Below are the entries; count how many lines contain the word "function" and reply with that number alone.
━━━━━━━━
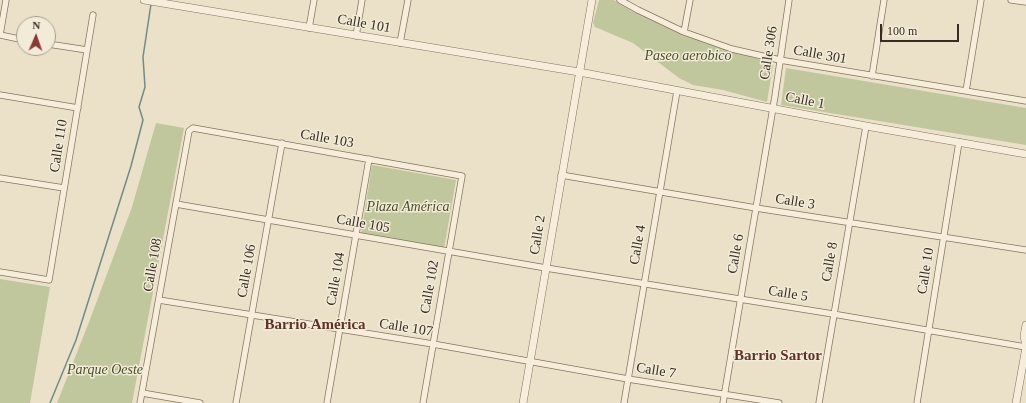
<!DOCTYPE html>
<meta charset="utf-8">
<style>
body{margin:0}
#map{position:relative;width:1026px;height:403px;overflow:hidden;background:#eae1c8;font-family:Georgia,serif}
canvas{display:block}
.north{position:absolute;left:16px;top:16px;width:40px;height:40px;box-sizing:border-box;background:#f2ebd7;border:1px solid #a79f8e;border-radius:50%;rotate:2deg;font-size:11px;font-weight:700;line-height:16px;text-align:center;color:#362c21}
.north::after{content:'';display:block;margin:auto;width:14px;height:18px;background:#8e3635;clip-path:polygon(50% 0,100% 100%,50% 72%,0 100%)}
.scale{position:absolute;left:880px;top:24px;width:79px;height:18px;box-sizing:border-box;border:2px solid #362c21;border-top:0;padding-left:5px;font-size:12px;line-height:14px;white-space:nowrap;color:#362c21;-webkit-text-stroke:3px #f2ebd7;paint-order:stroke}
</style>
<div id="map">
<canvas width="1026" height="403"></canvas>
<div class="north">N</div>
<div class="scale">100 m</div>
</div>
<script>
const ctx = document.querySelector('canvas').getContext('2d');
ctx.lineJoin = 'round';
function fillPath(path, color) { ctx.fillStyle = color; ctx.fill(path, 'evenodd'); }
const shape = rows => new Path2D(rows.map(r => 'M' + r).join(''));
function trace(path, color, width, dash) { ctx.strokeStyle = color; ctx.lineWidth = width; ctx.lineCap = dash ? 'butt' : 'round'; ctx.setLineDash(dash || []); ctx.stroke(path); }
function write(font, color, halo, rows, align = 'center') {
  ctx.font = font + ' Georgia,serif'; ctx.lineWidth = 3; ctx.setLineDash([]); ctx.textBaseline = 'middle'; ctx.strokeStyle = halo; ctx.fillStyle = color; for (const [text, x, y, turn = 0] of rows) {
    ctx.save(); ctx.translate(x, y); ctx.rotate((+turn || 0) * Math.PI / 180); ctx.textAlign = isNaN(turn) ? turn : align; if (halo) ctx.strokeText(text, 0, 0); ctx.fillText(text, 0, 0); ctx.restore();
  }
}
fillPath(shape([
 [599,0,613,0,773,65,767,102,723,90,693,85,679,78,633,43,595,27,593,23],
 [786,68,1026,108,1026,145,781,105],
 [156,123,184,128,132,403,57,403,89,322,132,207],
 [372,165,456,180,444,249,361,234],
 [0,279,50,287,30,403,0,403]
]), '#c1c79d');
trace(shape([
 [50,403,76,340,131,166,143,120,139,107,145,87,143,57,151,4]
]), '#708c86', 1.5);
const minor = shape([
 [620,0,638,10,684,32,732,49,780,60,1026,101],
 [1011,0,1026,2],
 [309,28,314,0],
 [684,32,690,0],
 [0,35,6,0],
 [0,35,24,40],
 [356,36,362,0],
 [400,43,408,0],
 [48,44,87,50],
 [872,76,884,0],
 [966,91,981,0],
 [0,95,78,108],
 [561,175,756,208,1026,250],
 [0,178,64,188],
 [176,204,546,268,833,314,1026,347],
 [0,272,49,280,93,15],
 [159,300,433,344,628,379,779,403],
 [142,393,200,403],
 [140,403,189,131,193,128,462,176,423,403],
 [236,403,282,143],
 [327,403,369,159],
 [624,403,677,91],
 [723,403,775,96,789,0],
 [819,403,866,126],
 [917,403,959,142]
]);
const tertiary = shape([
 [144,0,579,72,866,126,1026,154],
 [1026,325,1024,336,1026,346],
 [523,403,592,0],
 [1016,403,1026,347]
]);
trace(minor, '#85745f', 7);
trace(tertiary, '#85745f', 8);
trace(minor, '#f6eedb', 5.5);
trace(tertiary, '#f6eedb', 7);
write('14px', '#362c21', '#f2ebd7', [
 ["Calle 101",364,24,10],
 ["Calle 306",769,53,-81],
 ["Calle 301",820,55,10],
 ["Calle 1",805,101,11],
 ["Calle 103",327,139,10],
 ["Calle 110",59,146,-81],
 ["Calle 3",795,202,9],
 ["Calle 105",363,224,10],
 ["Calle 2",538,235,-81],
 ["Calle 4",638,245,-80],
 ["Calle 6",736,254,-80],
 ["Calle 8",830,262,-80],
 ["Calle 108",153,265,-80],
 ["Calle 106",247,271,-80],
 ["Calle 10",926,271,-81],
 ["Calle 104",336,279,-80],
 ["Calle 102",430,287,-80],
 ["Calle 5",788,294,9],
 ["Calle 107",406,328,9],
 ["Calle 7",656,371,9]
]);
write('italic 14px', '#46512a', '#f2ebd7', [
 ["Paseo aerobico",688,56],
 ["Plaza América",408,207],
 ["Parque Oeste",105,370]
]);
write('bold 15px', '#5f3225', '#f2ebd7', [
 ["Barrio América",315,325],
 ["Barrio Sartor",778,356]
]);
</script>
━━━━━━━━
■ Task response: 3